WHAT IS NEEDED
Would you transcribe the line containing "Extract the structured" and every line after it, through the end of the records below, exactly and with nothing else?

Stored items
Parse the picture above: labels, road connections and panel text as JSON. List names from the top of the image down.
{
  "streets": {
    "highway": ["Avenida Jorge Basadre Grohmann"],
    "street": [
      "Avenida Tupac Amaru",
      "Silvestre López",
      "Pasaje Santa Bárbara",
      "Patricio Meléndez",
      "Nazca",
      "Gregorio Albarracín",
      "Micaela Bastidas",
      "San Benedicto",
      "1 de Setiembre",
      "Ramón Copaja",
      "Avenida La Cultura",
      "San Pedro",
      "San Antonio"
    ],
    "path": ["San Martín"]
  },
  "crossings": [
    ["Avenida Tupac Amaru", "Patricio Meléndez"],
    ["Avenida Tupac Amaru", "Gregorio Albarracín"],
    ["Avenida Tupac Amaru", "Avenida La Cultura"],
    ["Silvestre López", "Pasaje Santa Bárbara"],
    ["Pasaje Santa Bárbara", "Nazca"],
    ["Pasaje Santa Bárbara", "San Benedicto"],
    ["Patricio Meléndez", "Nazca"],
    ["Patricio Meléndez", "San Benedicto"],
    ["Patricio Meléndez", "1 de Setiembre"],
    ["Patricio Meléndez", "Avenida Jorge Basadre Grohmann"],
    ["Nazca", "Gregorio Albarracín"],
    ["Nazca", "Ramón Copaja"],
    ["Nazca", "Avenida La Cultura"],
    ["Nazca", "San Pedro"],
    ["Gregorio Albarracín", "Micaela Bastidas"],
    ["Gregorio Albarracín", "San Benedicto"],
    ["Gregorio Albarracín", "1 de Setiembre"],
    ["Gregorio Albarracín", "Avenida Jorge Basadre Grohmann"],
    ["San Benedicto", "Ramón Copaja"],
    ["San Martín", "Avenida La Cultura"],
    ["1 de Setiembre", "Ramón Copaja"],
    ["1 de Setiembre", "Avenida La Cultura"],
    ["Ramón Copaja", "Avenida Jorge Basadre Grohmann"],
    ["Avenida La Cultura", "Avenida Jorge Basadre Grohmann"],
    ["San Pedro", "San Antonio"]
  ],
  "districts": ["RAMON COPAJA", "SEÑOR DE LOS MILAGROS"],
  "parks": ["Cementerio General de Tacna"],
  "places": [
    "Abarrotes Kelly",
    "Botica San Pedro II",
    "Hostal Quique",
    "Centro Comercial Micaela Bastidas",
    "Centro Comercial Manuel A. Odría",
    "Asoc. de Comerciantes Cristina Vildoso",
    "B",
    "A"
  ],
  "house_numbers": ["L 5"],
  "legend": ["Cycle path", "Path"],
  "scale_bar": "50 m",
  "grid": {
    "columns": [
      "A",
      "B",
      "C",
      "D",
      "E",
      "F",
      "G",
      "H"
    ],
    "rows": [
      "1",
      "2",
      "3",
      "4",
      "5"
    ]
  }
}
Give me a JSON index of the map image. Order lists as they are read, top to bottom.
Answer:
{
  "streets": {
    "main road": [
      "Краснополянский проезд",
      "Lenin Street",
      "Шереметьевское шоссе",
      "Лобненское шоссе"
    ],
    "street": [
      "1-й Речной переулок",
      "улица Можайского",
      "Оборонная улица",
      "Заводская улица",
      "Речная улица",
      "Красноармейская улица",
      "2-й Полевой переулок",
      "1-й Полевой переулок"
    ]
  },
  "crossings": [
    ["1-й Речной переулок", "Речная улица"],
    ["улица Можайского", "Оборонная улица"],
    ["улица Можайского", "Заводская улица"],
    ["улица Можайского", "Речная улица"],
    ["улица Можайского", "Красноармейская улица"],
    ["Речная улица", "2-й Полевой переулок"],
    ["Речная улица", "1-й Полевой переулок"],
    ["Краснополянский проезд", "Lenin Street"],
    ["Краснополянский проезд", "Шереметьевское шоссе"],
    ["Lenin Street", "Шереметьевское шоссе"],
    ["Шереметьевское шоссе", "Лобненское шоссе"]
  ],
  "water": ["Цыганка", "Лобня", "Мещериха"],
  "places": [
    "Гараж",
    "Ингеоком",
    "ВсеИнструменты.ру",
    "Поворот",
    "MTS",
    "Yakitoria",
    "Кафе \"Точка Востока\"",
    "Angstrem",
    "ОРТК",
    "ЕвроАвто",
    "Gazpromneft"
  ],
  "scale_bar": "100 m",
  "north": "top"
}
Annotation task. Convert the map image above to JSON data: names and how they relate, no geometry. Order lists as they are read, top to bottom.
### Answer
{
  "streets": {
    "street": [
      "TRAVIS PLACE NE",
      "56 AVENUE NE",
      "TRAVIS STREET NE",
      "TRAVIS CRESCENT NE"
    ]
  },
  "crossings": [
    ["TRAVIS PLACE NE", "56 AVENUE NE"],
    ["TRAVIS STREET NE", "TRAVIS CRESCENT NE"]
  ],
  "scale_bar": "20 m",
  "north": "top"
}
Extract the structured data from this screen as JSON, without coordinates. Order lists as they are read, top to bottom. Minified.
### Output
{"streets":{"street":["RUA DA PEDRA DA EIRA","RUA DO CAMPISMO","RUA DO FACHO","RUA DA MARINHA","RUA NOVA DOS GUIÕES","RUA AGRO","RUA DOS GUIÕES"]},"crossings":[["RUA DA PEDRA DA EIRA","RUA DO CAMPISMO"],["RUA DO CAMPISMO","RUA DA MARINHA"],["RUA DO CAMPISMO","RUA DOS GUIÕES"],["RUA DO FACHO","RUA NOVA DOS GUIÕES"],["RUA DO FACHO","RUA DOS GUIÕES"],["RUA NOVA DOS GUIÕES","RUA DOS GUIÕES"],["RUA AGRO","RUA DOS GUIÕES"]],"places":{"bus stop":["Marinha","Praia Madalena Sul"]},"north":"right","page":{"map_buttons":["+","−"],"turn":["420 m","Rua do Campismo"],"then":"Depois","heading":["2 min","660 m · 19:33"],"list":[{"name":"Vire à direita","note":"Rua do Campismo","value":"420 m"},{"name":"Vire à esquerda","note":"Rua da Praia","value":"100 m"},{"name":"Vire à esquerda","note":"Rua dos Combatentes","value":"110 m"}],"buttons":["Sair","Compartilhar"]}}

WRITTEN REPLY
Extract the structured data from this screen as JSON, without coordinates. Order lists as they are read, top to bottom. Minified.
### Output
{"streets":{"street":["RUA DA PEDRA DA EIRA","RUA DO CAMPISMO","RUA DO FACHO","RUA DA MARINHA","RUA NOVA DOS GUIÕES","RUA AGRO","RUA DOS GUIÕES"]},"crossings":[["RUA DA PEDRA DA EIRA","RUA DO CAMPISMO"],["RUA DO CAMPISMO","RUA DA MARINHA"],["RUA DO CAMPISMO","RUA DOS GUIÕES"],["RUA DO FACHO","RUA NOVA DOS GUIÕES"],["RUA DO FACHO","RUA DOS GUIÕES"],["RUA NOVA DOS GUIÕES","RUA DOS GUIÕES"],["RUA AGRO","RUA DOS GUIÕES"]],"places":{"bus stop":["Marinha","Praia Madalena Sul"]},"north":"right","page":{"map_buttons":["+","−"],"turn":["420 m","Rua do Campismo"],"then":"Depois","heading":["2 min","660 m · 19:33"],"list":[{"name":"Vire à direita","note":"Rua do Campismo","value":"420 m"},{"name":"Vire à esquerda","note":"Rua da Praia","value":"100 m"},{"name":"Vire à esquerda","note":"Rua dos Combatentes","value":"110 m"}],"buttons":["Sair","Compartilhar"]}}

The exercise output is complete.